Sommaire – Arrêt de la Cour (première chambre) du 28 février 2013

1.        Transports – Transports ferroviaires – Directive 2001/14 – Répartition des capacités d’infrastructure ferroviaire et tarification – Tarification de l’infrastructure – Obligations des États membres – Portée – Détermination de la redevance d’utilisation de l’infrastructure – Exclusion – Compétence du gestionnaire de l’infrastructure

(Directive du Parlement européen et du Conseil 2001/14, art. 4, § 1)

2.        États membres – Obligations – Exécution des directives – Manquement – Justification tirée de l’ordre interne – Inadmissibilité

(Art. 258 TFUE)

3.        Transports – Transports ferroviaires – Directive 2001/14 – Répartition des capacités d’infrastructure ferroviaire et tarification – Tarification de l’infrastructure – Obligations des États membres – Mise en place d’un système d’amélioration des performances – Portée

(Directive du Parlement européen et du Conseil 2001/14, art. 11, § 1)

4.        Transports – Transports ferroviaires – Directive 2001/14 – Répartition des capacités d’infrastructure ferroviaire et tarification – Capacités d’infrastructure – Obligations des États membres – Établissement des règles spécifiques de répartition – Portée

(Directive du Parlement européen et du Conseil 2001/14, art. 14, § 1)

5.        Transports – Transports ferroviaires – Directive 2001/14 – Répartition des capacités d’infrastructure ferroviaire et tarification – Capacités d’infrastructure – Obligations des États membres – Garantie d’un accès égal et non discriminatoire des entreprises ferroviaires au réseau ferroviaire

(Directive du Parlement européen et du Conseil 2001/14, 11e considérant et art. 13, § 2, al. 1 et 2, 14, § 1, et 17)

1.        En vertu de l’article 4, paragraphe 1, de la directive 2001/14, concernant la répartition des capacités d’infrastructure ferroviaire et la tarification de l’infrastructure ferroviaire, les États membres doivent mettre en place un cadre pour la tarification de l’infrastructure ferroviaire et ils peuvent également établir des règles de tarification spécifiques, tout en respectant l’indépendance de gestion du gestionnaire de l’infrastructure.
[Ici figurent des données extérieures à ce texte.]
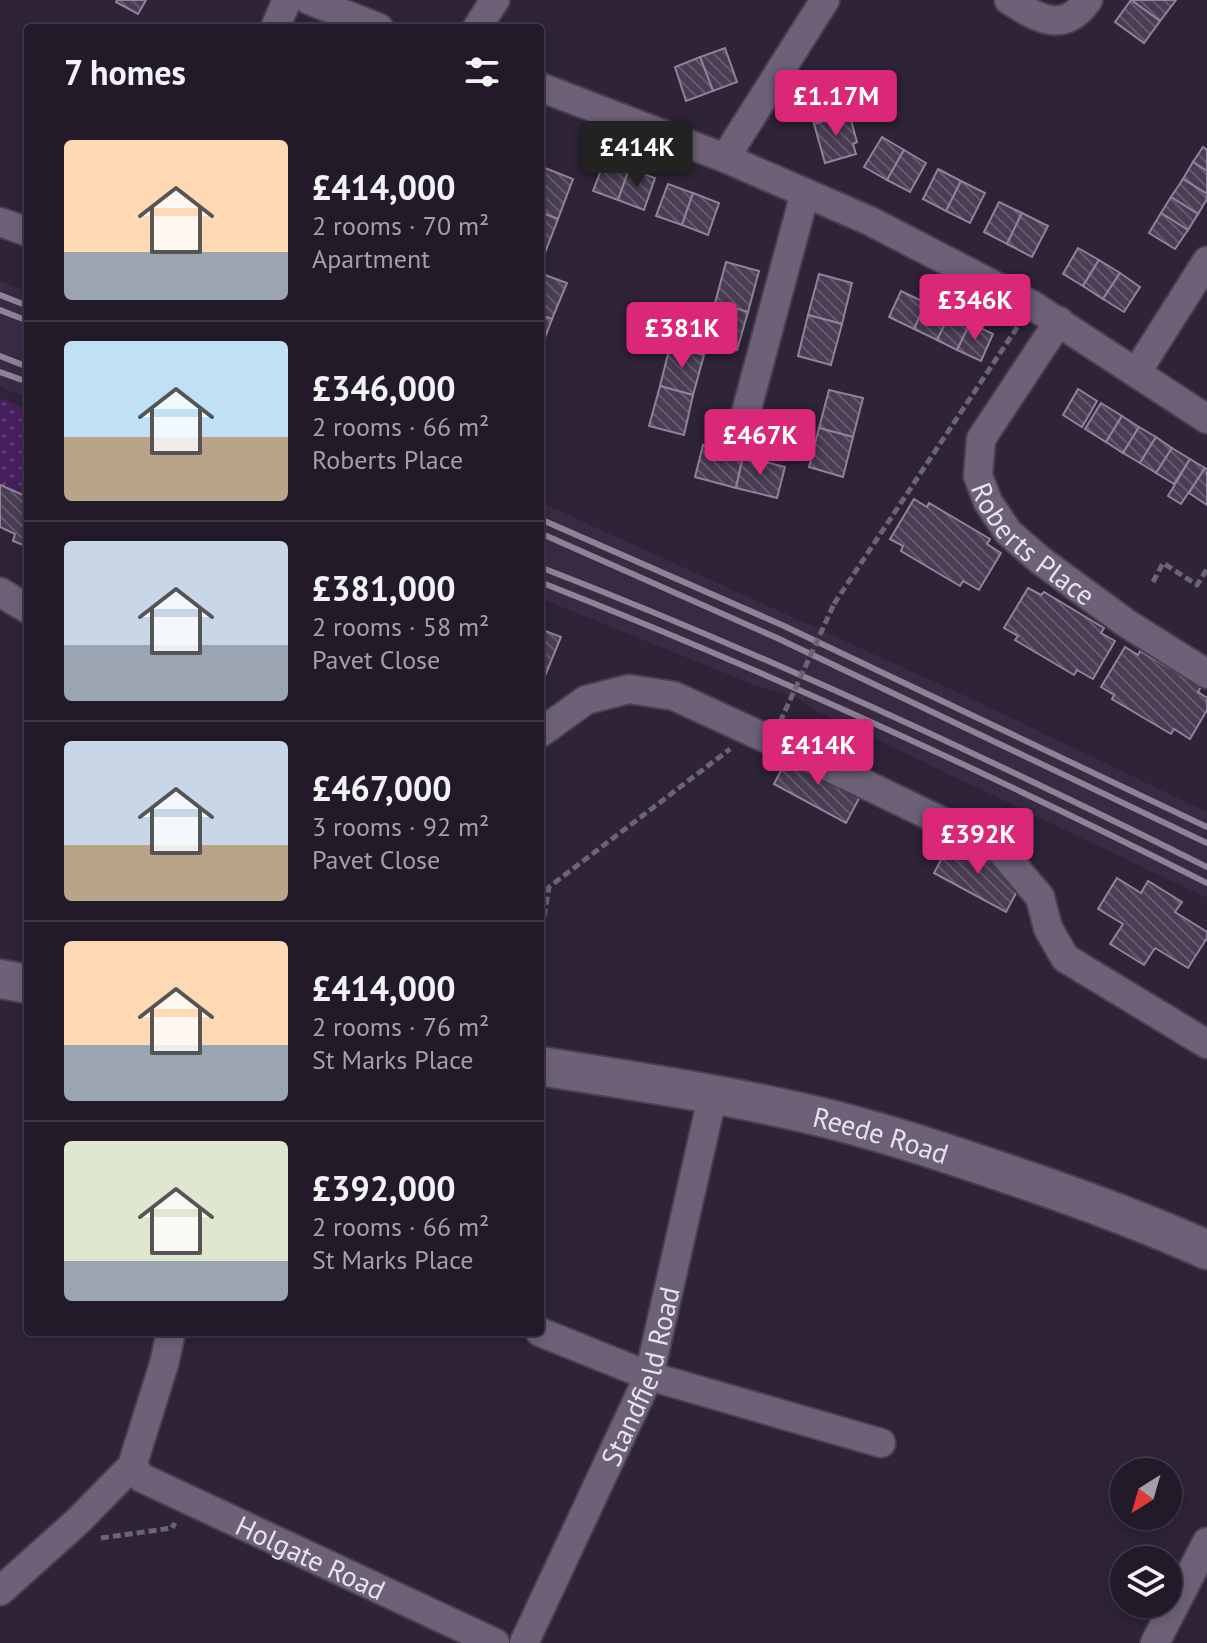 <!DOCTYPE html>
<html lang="en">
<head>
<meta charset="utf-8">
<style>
	body { margin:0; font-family:"PT Sans",sans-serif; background:#2e2735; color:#f1f3f6; height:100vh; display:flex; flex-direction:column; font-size:30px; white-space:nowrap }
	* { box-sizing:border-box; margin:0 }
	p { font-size:26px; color:#a2a1a8 }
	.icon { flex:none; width:44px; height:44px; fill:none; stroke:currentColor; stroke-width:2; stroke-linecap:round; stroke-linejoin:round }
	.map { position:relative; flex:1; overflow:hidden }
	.panel { position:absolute; left:24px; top:24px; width:520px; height:1312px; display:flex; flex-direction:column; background:#221a29; border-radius:8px; box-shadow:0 4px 12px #0003,0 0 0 2px #3f3846 }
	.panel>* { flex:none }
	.needle { width:52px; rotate:217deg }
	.controls { position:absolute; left:1110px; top:1458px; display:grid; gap:16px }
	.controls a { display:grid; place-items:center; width:72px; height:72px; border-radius:50%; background:#221a29; box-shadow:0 4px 12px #0003,0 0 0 2px #3f3846; font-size:40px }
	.price { position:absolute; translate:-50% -68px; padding:0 18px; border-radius:8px; background:#db2777; color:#fff; font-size:26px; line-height:52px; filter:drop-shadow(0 2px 4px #0008) }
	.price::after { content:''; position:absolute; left:50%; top:48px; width:24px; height:18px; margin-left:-12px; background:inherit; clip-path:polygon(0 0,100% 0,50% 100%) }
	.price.current { background:#222; color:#fff }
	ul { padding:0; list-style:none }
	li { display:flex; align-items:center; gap:24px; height:200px; padding:0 40px }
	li+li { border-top:2px solid #3f3846 }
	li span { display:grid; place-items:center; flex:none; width:224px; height:160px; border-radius:8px; color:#555 }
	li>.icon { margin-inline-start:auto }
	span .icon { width:96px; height:96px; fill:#fffc; stroke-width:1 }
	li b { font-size:34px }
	h2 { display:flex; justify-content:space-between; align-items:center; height:96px; padding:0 40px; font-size:34px }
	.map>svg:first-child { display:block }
	.built { fill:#392a44 }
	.grass { fill:url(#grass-dots) }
	.building { fill:url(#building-back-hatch); stroke:#8f829a; stroke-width:2 }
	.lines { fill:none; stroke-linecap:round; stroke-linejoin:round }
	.street-casing { stroke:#483f50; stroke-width:32 }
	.secondary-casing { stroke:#483f50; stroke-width:42 }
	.path { stroke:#6c6375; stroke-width:5; stroke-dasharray:8 4; stroke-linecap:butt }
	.street { stroke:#6d6178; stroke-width:28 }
	.secondary { stroke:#6d6178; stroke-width:38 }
	.rail { stroke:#8c8394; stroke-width:6 }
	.path-bridge { stroke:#6c6375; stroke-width:5; stroke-dasharray:8 4; stroke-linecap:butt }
	.labels { text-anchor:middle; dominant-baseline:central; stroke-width:7; stroke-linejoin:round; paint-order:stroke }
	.street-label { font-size:28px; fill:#e8e1ef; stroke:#2e2337 }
</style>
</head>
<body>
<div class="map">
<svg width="1207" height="1643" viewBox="0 0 1207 1643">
	<defs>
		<pattern id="grass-dots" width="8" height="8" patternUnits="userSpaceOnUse" patternTransform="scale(2)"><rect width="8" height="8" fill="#451f5d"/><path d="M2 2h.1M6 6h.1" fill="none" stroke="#603f75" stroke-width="1.8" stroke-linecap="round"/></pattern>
		<pattern id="building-back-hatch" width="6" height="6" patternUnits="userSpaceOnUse" patternTransform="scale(2)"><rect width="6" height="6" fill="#493d53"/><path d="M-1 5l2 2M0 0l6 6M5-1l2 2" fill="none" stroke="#63596c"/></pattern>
	</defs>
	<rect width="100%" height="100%" fill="#2e2337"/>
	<g class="built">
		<path d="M0,281l28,11v106l-28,-11z"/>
		<path d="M540,502l432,197 235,113v86l-392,-188 -18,-12 -43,-13 -214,-87z"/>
	</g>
	<path class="grass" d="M0,398l28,11v100l-28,-12z"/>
	<g class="building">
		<path d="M117,0h29l-8,14 -22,-12z"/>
		<path d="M1131,0h45l-16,21z"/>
		<path d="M1131,0l29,21 -16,22 -29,-21z"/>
		<path d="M725,48l12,34 -24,9 -13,-34z"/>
		<path d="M700,57l13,34 -27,10 -11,-34z"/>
		<path d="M841,88l8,25 -35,11 -7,-25z"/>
		<path d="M849,113l8,29 -4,2 3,10 -31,9 -11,-39z"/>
		<path d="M882,137l22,13 -17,30 -23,-13z"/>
		<path d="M1203,147l4,3v21l-14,-9z"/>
		<path d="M904,150l22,13 -16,29 -23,-12z"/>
		<path d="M605,160l24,9 -11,31 -25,-9z"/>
		<path d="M1193,162l14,9v23l-24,-15z"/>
		<path d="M540,166l33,13 -15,40 -18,-7z"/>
		<path d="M629,169l26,9 -11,32 -26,-10z"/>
		<path d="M938,169l23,12 -15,30 -23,-12z"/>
		<path d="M1183,179l24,15v5l-9,15 -27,-17z"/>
		<path d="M961,181l24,12 -15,30 -24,-12z"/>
		<path d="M668,184l25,9 -11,32 -26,-9z"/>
		<path d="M693,193l26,10 -11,32 -26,-10z"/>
		<path d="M1171,197l27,17 -10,16 -27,-17z"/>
		<path d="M999,202l23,11 -15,31 -23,-12z"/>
		<path d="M540,212l18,7 -15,39 -3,-1z"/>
		<path d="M1022,213l26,13 -16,31 -25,-13z"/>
		<path d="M1161,213l27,17 -13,19 -26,-16z"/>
		<path d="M1078,248l21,12 -16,26 -20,-12z"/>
		<path d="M1099,260l21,13 -17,26 -20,-13z"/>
		<path d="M726,262l33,9 -11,41 -33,-9z"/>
		<path d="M540,273l27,10 -15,36 -12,-4z"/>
		<path d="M1120,273l20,14 -16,25 -21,-13z"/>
		<path d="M819,274l33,9 -10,41 -34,-9z"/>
		<path d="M901,291l25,12 -12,26 -25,-12z"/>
		<path d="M715,303l33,9 -11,38 -33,-9z"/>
		<path d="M926,303l24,11 -13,26 -23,-11z"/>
		<path d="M950,314l20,9 -13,27 -20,-10z"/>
		<path d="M540,315l12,4 -12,32z"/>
		<path d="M808,315l34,9 -11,41 -33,-9z"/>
		<path d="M970,323l23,11 -12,27 -24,-11z"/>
		<path d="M670,346l34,9 -11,40 -33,-9z"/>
		<path d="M660,386l33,9 -9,40 -35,-9z"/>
		<path d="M1078,389l19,12 -15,26 -19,-12z"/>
		<path d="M829,390l34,8 -10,39 -34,-9z"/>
		<path d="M1101,403l21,13 -16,26 -21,-13z"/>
		<path d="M1122,416l17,11 -16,26 -17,-11z"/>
		<path d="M1139,427l17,10 -16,26 -17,-10z"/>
		<path d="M819,428l34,9 -10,40 -34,-10z"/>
		<path d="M1156,437l16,11 -16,25 -16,-10z"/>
		<path d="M703,445l40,11 -7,32 -41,-11z"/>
		<path d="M1172,448l18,11 -16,25 -18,-11z"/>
		<path d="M743,456l42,11 -8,31 -41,-10z"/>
		<path d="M1190,459l15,9 -24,36 -13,-8z"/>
		<path d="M1205,468l2,1v36l-18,-12z"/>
		<path d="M0,485l28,12v50l-15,-6 2,-7 -15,-7z"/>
		<path d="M914,499l13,8 2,-4 61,36 -3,5 14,9 -22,37 -16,-9 -3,5 -59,-35 2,-5 -13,-7z"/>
		<path d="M1028,588l13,7 3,-3 60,36 -3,5 14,8 -22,38 -16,-9 -3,5 -59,-35 3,-4 -14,-8z"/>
		<path d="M540,629l21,8 -21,51z"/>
		<path d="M1125,647l13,8 2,-4 61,36 -3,5 9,6v12l-17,29 -16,-10 -3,5 -59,-35 2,-4 -13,-8z"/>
		<path d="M791,751l72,40 -17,32 -72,-39z"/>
		<path d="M951,841l72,39 -17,32 -72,-39z"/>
		<path d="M1117,878l24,15 7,-12 34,21 -7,10 32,20v6l-19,30 -33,-20 -11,17 -34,-21 13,-20 -25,-15z"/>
	</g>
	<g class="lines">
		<g class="street-casing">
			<g id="street">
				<path d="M309,0l70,28"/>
				<path d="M1009,0c28,18 54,35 79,0"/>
				<path d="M275,28l12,-28"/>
				<path d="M477,28l18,-28"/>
				<path d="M540,87l185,71 145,63 162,84 175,114"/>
				<path d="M725,158l100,-158"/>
				<path d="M0,222l28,10"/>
				<path id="s1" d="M1059,321l-78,118 -3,37 10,26 20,30 32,28 86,63 81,51"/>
				<path d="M1136,373l71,-112"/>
				<path d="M741,431l64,-238"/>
				<path d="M0,592l28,17"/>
				<path d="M540,733l46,-33 43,-11 45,7 174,80 151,73 41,48 8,31 17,30 142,86"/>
				<path d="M540,1332l109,44 232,67"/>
				<path id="s2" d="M132,1466l10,12 353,165"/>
				<path d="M0,1591l78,-70 54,-55 32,-102 7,-32"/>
				<path id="s3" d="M524,1643l125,-267 64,-282"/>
				<path d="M1155,1643l52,-101"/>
			</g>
		</g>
		<g class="secondary-casing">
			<g id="secondary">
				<path d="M0,979l28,5"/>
				<path id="s4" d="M540,1066c88,14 177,27 264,47 67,15 133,37 198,59 69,23 138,48 205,78"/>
			</g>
		</g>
		<g class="path">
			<path d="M1153,582l10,-19 34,22 10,-16"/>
			<path d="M834,604l184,-278"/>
			<path d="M540,940l9,-53 181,-138"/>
			<path d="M101,1538l71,-10 3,-5"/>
		</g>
		<use href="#street" class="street"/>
		<use href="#secondary" class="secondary"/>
		<g class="rail">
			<path d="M0,295l28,11"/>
			<path d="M0,310l28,11"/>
			<path d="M0,356l28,11"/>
			<path d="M0,372l28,10"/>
			<path d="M540,519l242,106 425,202"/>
			<path d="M540,533l237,105 430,205"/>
			<path d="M540,567c227,88 449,191 667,300"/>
			<path d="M540,582c227,89 449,191 667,301"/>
		</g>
		<path class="path-bridge" d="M780,722l54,-118"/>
	</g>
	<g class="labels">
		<g class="street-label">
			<text stroke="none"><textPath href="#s1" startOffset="268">Roberts Place</textPath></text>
			<text stroke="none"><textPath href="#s4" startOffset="348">Reede Road</textPath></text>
			<text stroke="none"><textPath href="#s3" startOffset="292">Standfield Road</textPath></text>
			<text stroke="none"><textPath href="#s2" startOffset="202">Holgate Road</textPath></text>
		</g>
	</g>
</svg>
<div class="controls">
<a><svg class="needle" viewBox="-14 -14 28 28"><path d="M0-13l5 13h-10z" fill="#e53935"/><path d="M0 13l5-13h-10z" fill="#a2a1a8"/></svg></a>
<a><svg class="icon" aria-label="layers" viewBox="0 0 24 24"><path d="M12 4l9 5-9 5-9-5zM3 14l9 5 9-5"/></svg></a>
</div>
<b class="price" style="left:836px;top:138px">£1.17M</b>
<b class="price current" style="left:637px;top:189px">£414K</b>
<b class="price" style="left:975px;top:342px">£346K</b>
<b class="price" style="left:682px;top:370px">£381K</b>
<b class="price" style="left:760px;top:477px">£467K</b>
<b class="price" style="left:818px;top:787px">£414K</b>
<b class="price" style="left:978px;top:876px">£392K</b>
<section class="panel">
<h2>7 homes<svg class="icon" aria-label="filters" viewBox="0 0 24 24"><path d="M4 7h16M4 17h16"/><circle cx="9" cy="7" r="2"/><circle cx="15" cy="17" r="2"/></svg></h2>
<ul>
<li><span style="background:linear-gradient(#ffd9b3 70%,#9aa5b1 0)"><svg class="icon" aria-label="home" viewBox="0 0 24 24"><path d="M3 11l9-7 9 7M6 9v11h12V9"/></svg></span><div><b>£414,000</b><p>2 rooms · 70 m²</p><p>Apartment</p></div></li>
<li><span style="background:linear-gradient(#bfe0f5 60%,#b9a48a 0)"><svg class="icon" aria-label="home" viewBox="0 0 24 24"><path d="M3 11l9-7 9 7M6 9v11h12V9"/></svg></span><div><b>£346,000</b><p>2 rooms · 66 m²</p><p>Roberts Place</p></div></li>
<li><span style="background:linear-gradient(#c9d6e8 65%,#9aa5b1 0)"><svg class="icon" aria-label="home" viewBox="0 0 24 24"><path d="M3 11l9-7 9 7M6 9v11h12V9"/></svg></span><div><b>£381,000</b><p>2 rooms · 58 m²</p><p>Pavet Close</p></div></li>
<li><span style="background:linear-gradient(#c9d6e8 65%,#b9a48a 0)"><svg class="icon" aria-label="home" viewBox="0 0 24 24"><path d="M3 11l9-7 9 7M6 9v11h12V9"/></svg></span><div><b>£467,000</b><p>3 rooms · 92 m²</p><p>Pavet Close</p></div></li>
<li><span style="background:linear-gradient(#ffd9b3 65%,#9aa5b1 0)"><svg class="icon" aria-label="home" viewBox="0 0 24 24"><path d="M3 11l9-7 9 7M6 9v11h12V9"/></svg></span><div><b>£414,000</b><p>2 rooms · 76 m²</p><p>St Marks Place</p></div></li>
<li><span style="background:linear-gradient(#dfe7d0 75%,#9aa5b1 0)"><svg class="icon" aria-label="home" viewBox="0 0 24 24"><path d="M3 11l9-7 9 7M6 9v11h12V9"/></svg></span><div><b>£392,000</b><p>2 rooms · 66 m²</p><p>St Marks Place</p></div></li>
</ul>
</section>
</div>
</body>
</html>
Conformément à cette disposition, il incombe à ce dernier, d’une part, de déterminer la redevance pour l’utilisation de l’infrastructure et, d’autre part, de procéder à son recouvrement.

À cet égard, afin de garantir l’objectif de l’indépendance de gestion du gestionnaire de l’infrastructure, celui-ci doit disposer, dans la cadre de la tarification tel que défini par les États membres, d’une certaine marge de manœuvre pour la détermination du montant des redevances de manière à lui permettre d’en faire usage en tant qu’instrument de gestion.

(cf. points 39, 49)

2.        Voir le texte de la décision.

(cf. point 51)

3.        Il découle de l’article 11, paragraphe 1, de la directive 2001/14, concernant la répartition des capacités d’infrastructure ferroviaire et la tarification de l’infrastructure ferroviaire, d’une part, que les États membres doivent inclure dans les systèmes de tarification de l’infrastructure un système d’amélioration des performances visant à encourager tant les entreprises ferroviaires que le gestionnaire de l’infrastructure à améliorer les performances du réseau. D’autre part, s’agissant du type de mesures incitatives susceptibles d’être mises en œuvre par les États membres, ces derniers conservent la liberté de choix des mesures concrètes faisant partie dudit système pour autant que celles-ci constituent un ensemble cohérent et transparent qui puisse être qualifié de système d’amélioration des performances.

À cet égard, la simple possibilité, prévue par la réglementation nationale d’un État membre, d’introduire un système d’amélioration des performances ne saurait suffire pour mettre en œuvre l’article 11 de la directive 2001/14. En effet, ce dernier article exige que les États membres mettent effectivement en place un système d’amélioration des performances dans le système de tarification.

(cf. points 64, 66)

4.        Les règles spécifiques de répartition des capacités visées à l’article 14, paragraphe 1, de la directive 2001/14, concernant la répartition des capacités d’infrastructure ferroviaire et la tarification de l’infrastructure ferroviaire, ne sauraient être interprétées comme conférant un pouvoir d’appréciation discrétionnaire à l’organe de contrôle du marché ferroviaire d’un État membre aux fins d’attribuer les capacités de l’infrastructure.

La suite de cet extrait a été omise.